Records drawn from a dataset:

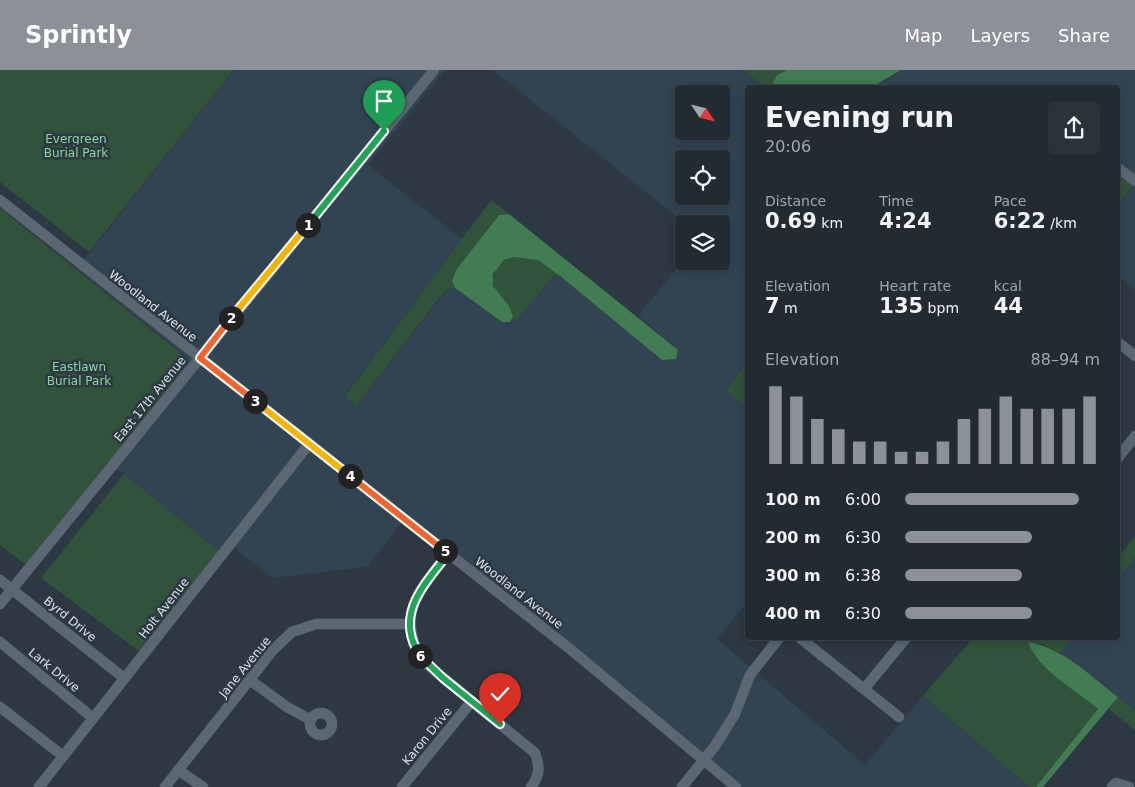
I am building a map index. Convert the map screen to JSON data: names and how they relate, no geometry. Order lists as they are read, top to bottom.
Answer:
{
  "streets": {
    "street": [
      "Woodland Avenue",
      "East 17th Avenue",
      "Holt Avenue",
      "Byrd Drive",
      "Jane Avenue",
      "Lark Drive",
      "Karon Drive"
    ]
  },
  "crossings": [
    ["Woodland Avenue", "East 17th Avenue"],
    ["Woodland Avenue", "Holt Avenue"],
    ["East 17th Avenue", "Byrd Drive"],
    ["Holt Avenue", "Byrd Drive"],
    ["Holt Avenue", "Lark Drive"]
  ],
  "parks": ["Evergreen Burial Park", "Eastlawn Burial Park"],
  "north": "bottom right",
  "page": {
    "header": "Sprintly",
    "nav": ["Map", "Layers", "Share"],
    "heading": ["Evening run", "20:06"],
    "stats": [
      ["Distance", "0.69 km"],
      ["Time", "4:24"],
      ["Pace", "6:22 /km"],
      ["Elevation", "7 m"],
      ["Heart rate", "135 bpm"],
      ["kcal", "44"]
    ],
    "pins": [
      "1",
      "2",
      "3",
      "4",
      "5",
      "6"
    ],
    "chart": ["Elevation", "88–94 m"],
    "list": [
      {
        "name": "100 m",
        "note": "6:00"
      },
      {
        "name": "200 m",
        "note": "6:30"
      },
      {
        "name": "300 m",
        "note": "6:38"
      },
      {
        "name": "400 m",
        "note": "6:30"
      }
    ]
  }
}
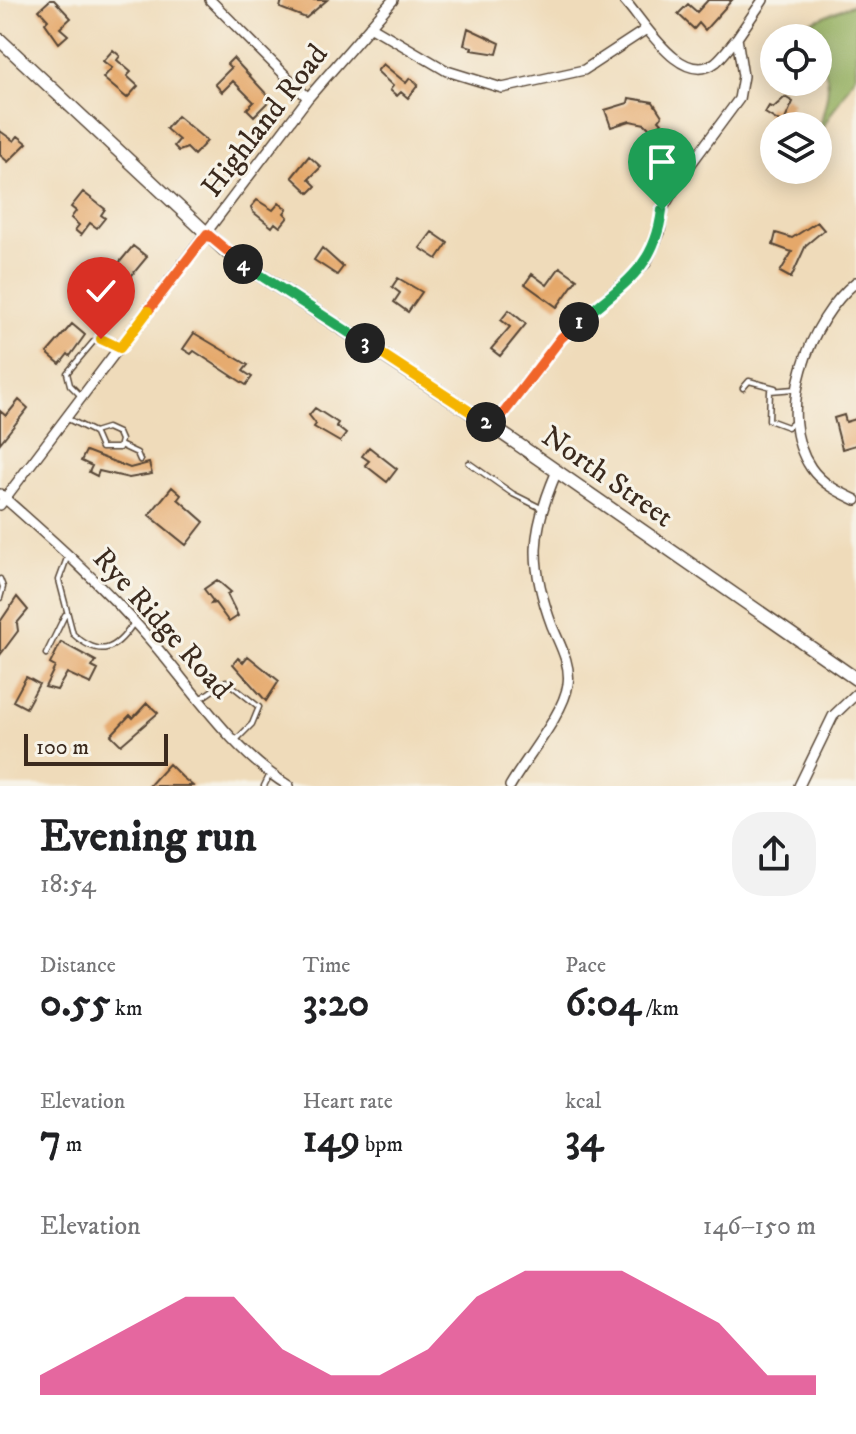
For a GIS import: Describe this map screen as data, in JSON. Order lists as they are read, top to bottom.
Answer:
{
  "streets": {
    "main road": ["North Street"],
    "street": ["Highland Road", "Rye Ridge Road"]
  },
  "crossings": [
    ["Highland Road", "North Street"],
    ["Highland Road", "Rye Ridge Road"]
  ],
  "scale_bar": "100 m",
  "page": {
    "pins": [
      "4",
      "1",
      "3",
      "2"
    ],
    "scale": "100 m",
    "heading": ["Evening run", "18:54"],
    "stats": [
      ["Distance", "0.55 km"],
      ["Time", "3:20"],
      ["Pace", "6:04 /km"],
      ["Elevation", "7 m"],
      ["Heart rate", "149 bpm"],
      ["kcal", "34"]
    ],
    "chart": ["Elevation", "146–150 m"]
  }
}
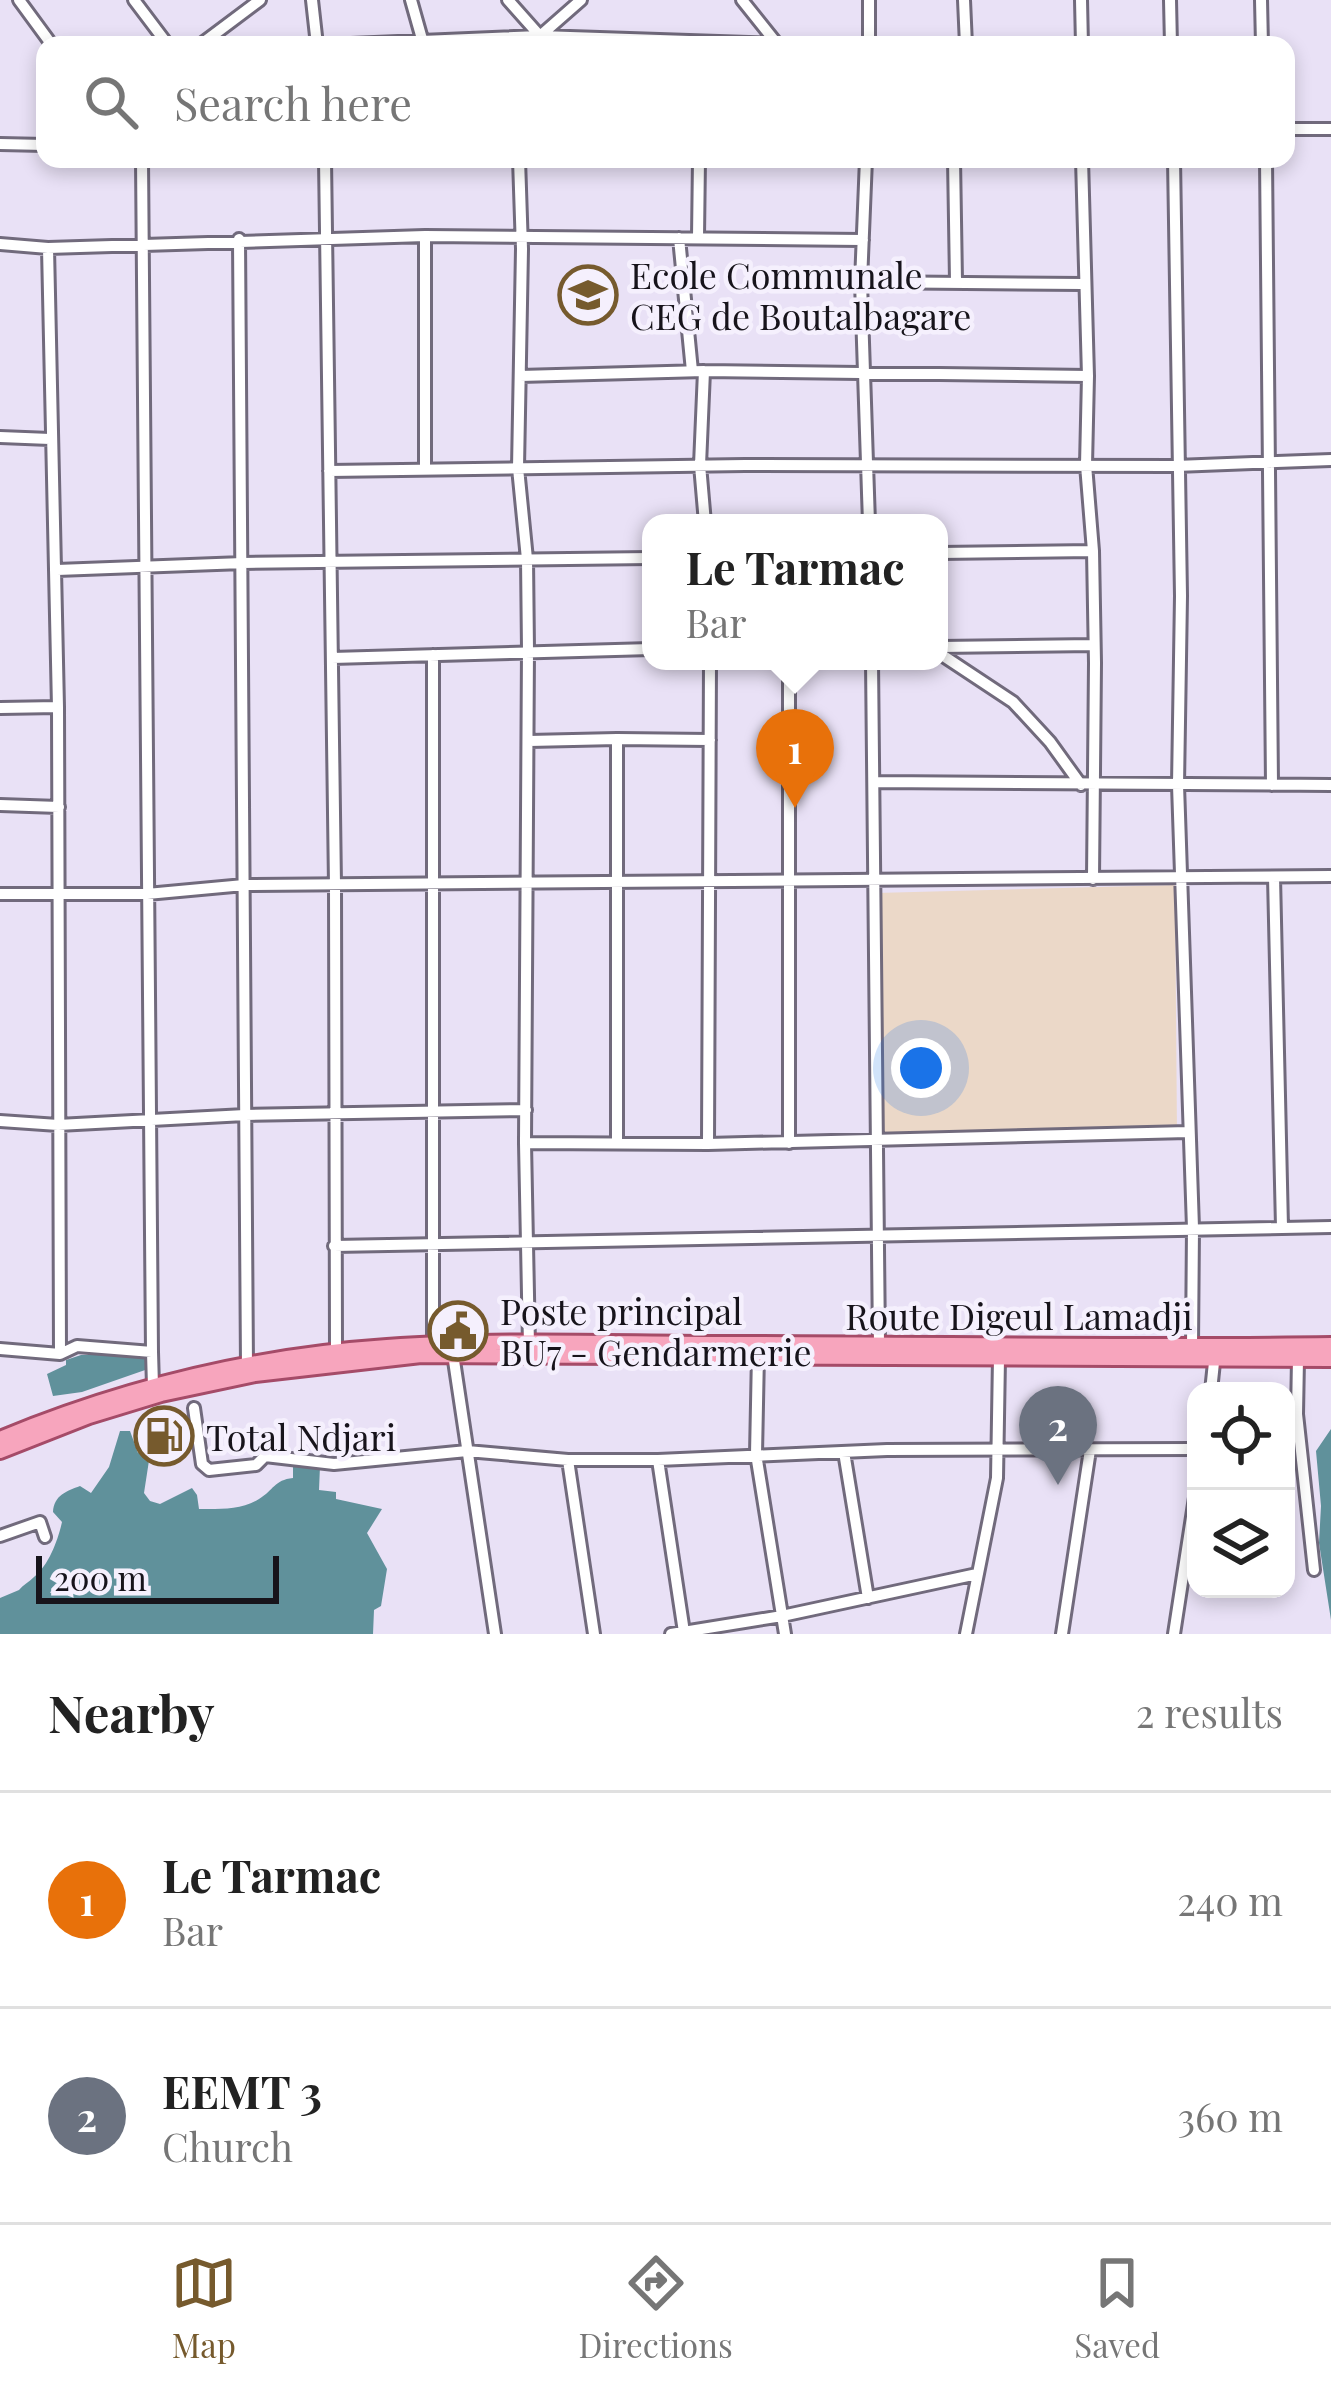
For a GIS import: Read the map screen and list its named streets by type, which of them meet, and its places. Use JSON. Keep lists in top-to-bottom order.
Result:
{
  "streets": {
    "main road": ["Route Digeul Lamadji"]
  },
  "places": {
    "school or university": ["Ecole Communale CEG de Boutalbagare"],
    "public building": ["Poste principal BU7 - Gendarmerie"],
    "fuel station": ["Total Ndjari"]
  },
  "scale_bar": "200 m",
  "page": {
    "search": "Search here",
    "popup": ["Le Tarmac", "Bar"],
    "pins": ["1", "2"],
    "scale": "200 m",
    "heading": ["Nearby", "2 results"],
    "list": [
      {
        "mark": "1",
        "name": "Le Tarmac",
        "note": "Bar",
        "value": "240 m"
      },
      {
        "mark": "2",
        "name": "EEMT 3",
        "note": "Church",
        "value": "360 m"
      }
    ],
    "nav": ["Map", "Directions", "Saved"]
  }
}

*Brief*:
How many lines of the data contain "JSON"? Work it out and give only the number.

*Solution to the exercise*:
3